What is expected ▸
From the records below, determine the number of lines containing "absolute". Output that number alone.

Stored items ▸
################

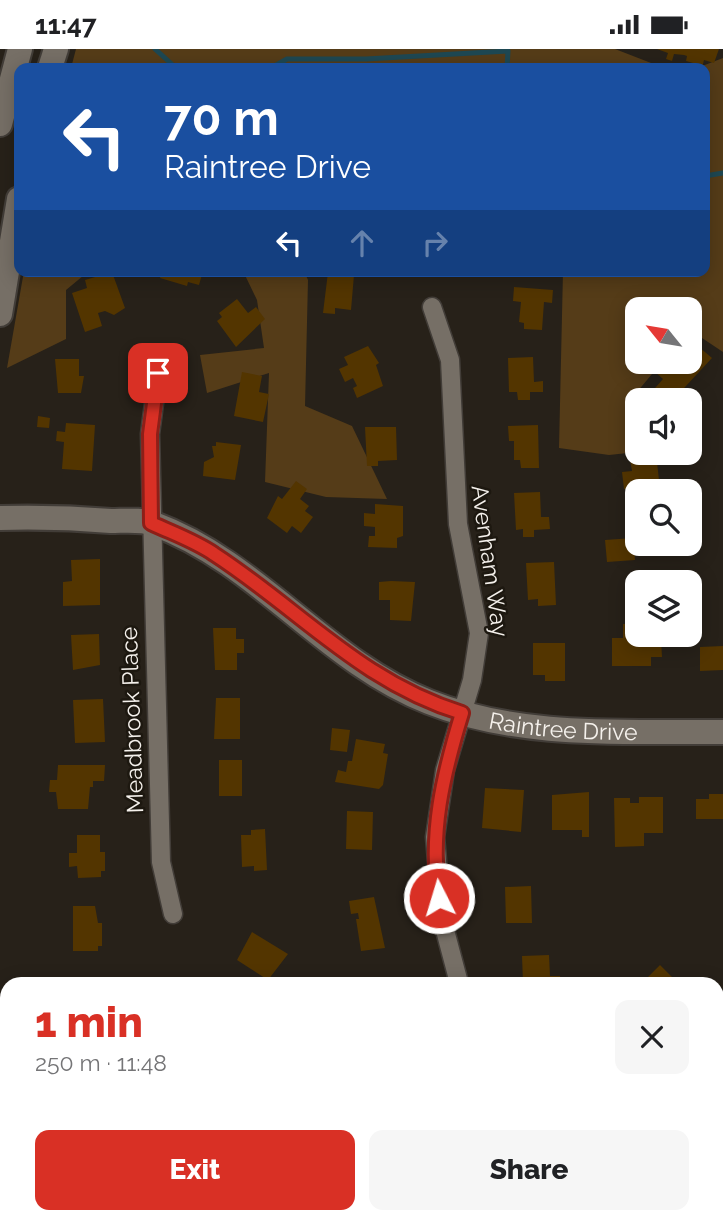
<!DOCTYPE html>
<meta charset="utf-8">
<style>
:root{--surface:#fff;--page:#f6f6f6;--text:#202124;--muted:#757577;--accent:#d93025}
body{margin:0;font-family:Raleway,sans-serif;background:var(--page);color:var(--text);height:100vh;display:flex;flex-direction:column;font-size:26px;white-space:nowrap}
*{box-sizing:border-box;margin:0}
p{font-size:23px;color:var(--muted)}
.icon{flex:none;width:38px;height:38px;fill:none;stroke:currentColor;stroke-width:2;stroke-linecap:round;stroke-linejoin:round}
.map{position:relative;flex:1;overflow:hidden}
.details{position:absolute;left:0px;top:928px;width:724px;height:247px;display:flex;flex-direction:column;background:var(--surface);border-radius:21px 21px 0 0;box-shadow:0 4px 18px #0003}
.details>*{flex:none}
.banner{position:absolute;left:14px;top:14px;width:696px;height:214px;border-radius:14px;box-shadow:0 4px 18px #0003;background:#1a4fa0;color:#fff;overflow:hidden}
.needle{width:46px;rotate:300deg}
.fabs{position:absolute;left:625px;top:248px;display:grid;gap:14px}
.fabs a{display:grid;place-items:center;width:77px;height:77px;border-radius:14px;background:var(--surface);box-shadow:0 4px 18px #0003;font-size:35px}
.pin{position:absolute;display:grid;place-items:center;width:60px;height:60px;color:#fff;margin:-30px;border-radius:14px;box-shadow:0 4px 10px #0006}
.me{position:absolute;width:77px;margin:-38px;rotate:355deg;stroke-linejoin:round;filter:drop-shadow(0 0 5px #0008)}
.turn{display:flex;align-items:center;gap:24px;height:147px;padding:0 35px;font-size:32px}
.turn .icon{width:91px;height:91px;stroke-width:2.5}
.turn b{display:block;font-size:49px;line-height:60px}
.lanes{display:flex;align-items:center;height:66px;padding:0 35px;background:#0003;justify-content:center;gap:35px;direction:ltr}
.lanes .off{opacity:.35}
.round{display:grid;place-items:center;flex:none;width:74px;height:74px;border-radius:14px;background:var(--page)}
.headline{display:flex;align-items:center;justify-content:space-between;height:119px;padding:0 35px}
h1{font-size:42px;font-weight:800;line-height:52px;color:var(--accent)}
.cta{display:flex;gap:14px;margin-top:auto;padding:14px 35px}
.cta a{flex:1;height:80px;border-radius:14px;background:var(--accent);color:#fff;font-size:28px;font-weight:800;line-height:80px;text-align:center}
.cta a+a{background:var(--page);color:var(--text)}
.status{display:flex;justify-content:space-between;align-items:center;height:49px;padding:0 35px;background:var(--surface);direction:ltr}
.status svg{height:19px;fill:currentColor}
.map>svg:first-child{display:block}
.green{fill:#553c18}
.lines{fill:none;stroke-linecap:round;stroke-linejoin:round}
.stream{stroke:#1e4853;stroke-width:5}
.building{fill:#533500}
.street-casing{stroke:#423d38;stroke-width:21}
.secondary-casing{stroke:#423d38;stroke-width:28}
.street{stroke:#766f66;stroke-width:18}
.secondary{stroke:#766f66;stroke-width:24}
.route-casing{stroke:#8d1f18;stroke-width:18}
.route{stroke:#d93025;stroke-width:12}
.labels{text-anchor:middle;stroke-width:5;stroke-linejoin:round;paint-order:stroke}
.street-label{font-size:23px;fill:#f5f1ec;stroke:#1d1810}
</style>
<div class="status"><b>11:47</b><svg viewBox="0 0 49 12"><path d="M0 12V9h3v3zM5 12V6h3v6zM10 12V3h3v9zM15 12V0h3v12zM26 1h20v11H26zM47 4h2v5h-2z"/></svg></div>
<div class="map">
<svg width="723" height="1173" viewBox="0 0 723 1173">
<rect width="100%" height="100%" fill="#272119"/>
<path class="green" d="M76,0H615L664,19H71Z
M723,9V303L690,281V261H637V313H662L637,343L646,352H637V403L609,406L559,399L563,222H705V19H697Z
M24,222H89L66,241V290L7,319Z
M243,222H304L308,231L305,357L352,377L387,450L326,448L265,433L269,324L207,344L200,306L264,299L257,251Z"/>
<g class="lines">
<path class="stream" d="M155,0L176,19
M271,19L287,10H366L508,2L507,19
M705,127L723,124"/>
</g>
<path class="building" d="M657,0H719L714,14L704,11L702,19L691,17L693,14L686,12L687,7L684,6L674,5L672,12L666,10L668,4Z
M162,222H203L199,236L188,233L187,237L160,229Z
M112,223L125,259L114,266L105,262L98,264L102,277L85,283L72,244L87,239L85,231Z
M328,223L354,226L351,261L335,259V265L323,264Z
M514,238L553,241L552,254L544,253L542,281L524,280V274L519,273L521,253L513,252Z
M237,250L248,264L256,258L265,270L236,298L217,272L222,268L219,264Z
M692,292L712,309L672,352H654L648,347L663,330L654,322L661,313H690Z
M368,297L379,314L376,316L383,337L357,349L353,339L357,337L353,329L345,333L339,320L348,316L344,308Z
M533,308L534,333L543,332V343H530V351H518L517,343H509L508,309Z
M55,310H79V327H84L81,344H58Z
M242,323L262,327L259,343L269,345L263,373L234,367Z
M38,367L50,369L49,379L37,378Z
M66,374L95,376L92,422L62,420L64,393L56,392L57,382L65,383Z
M538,376L539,419H521L520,411H514V392H509L508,377Z
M365,378H396L397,411L378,412V417H367Z
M216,393L241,396L235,431L203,427L204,413L214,408L212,397H216Z
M637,398V404H656L659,431L650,433L651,443H637V460H633L634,439L624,440L622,423L632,422L628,399Z
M296,432L307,440L300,450L309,457L305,462L313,468L301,484L292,477L287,484L267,469L278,447L282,450Z
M540,443L541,468H549L550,480L534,481V488H523V480L516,481L514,444Z
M375,455L403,457V487L397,489V499L368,498L369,487H375V478L364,477V464L375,465Z
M633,489L635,511L607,513L605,491Z
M100,510V556L63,557V533L72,532L71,511Z
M554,513L556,556L538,557V550L528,551L526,514Z
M391,532L415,533L411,572L390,571V551H379V533Z
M623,575H637V586L661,590L662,608H651V617H612V589H623Z
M213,579H236V590H244V604H237V621H215Z
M99,585L100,616L73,621L71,586Z
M533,594H565V632H545V626H533Z
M723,597V621L700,622V598Z
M216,649H240V690H214Z
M103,650L105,693L75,694L73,651Z
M332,679L350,681L347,703L330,701Z
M356,690L385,695L383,704L388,705L383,736L379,740L335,733L338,721L346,723L348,712H352Z
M219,711H242V747H219Z
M58,716H105L104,732H93V738H90L88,760H58L56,743H49L50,731H57Z
M485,739L524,741L521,783L482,779Z
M589,743V788H582V781H552V746Z
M709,745H723V770H696V750H709Z
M639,748H663V784H644V797L615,798L614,749H630V754H639Z
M347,762L373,763L372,801L346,800Z
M265,780L267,821L254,822V817L242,818L241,786H251V781Z
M77,786H100V803H105V822H101V828L78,829L77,817L69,818V804H77Z
M531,837L532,874H506L505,838Z
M374,848L385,899L361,902L356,870H359L358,864L351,865L349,852Z
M73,857H95L98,874H102V897H98V902H73Z
M252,883L288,905L268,931L237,911Z
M549,906L550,927H560L561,934H523L522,907Z
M660,916L678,934L683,928L689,934H650L646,930Z
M718,1086H723V1121L718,1113Z
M73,1167H104L101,1173H70Z
M332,1167H369L362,1173H328Z"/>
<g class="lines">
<defs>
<path id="street" d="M432,258L450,311L458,475L479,584L472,631L445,721L435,788L442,870L459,934
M158,324L150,385L161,813L173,865
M473,1167V1173
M225,1173L232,1167"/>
<g id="secondary">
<path d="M50,19L56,0"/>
<path d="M0,75L20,0"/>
<path d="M0,265L19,150"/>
<path id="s1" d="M0,469C37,468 74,469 111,472C124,472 142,470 154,475C258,513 326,613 429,653C522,690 625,682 723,683"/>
<path d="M0,962L5,1173"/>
</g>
</defs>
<use href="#street" class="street-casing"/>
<use href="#secondary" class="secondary-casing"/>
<use href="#street" class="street"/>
<use href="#secondary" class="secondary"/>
</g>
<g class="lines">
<defs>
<path id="route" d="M158,324L150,385L151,474C172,484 195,492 214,505C299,560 361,633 462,664C443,726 429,784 439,849"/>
</defs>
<use href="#route" class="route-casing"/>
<use href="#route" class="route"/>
</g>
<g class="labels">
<g class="street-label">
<text transform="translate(490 512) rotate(82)" y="8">Avenham Way</text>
<text transform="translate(132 671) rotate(-92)" y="8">Meadbrook Place</text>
<text dy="8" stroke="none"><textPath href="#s1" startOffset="621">Raintree Drive</textPath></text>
</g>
</g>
</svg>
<div class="fabs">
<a><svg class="needle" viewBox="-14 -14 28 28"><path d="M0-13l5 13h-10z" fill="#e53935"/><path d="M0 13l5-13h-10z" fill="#757577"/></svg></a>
<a><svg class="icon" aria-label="sound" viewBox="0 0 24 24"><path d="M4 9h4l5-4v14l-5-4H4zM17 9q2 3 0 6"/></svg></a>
<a><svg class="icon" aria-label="search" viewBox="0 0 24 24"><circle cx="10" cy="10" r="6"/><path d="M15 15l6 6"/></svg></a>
<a><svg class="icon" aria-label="layers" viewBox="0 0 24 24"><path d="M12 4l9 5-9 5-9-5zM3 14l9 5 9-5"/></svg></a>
</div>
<div class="pin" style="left:158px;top:324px;background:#d93025"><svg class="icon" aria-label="arrive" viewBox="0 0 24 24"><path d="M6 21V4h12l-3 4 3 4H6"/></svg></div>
<svg class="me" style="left:439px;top:849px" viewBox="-20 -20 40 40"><circle r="17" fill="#d93025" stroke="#fff" stroke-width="3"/><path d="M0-11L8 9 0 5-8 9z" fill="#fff"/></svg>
<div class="banner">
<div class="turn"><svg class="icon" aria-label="left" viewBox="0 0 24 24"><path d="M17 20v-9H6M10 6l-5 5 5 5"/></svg><div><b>70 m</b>Raintree Drive</div></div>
<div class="lanes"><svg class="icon" aria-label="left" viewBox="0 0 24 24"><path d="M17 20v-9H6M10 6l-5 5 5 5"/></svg><svg class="icon off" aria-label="ahead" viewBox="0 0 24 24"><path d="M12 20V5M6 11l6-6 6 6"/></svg><svg class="icon off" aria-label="right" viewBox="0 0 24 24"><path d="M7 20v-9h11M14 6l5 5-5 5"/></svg></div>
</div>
<section class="details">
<div class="headline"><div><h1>1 min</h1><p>250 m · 11:48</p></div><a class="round"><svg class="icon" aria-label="close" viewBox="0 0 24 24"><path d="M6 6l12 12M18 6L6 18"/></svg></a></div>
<div class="cta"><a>Exit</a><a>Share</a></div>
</section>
</div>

################

Solution to the problem ▸
5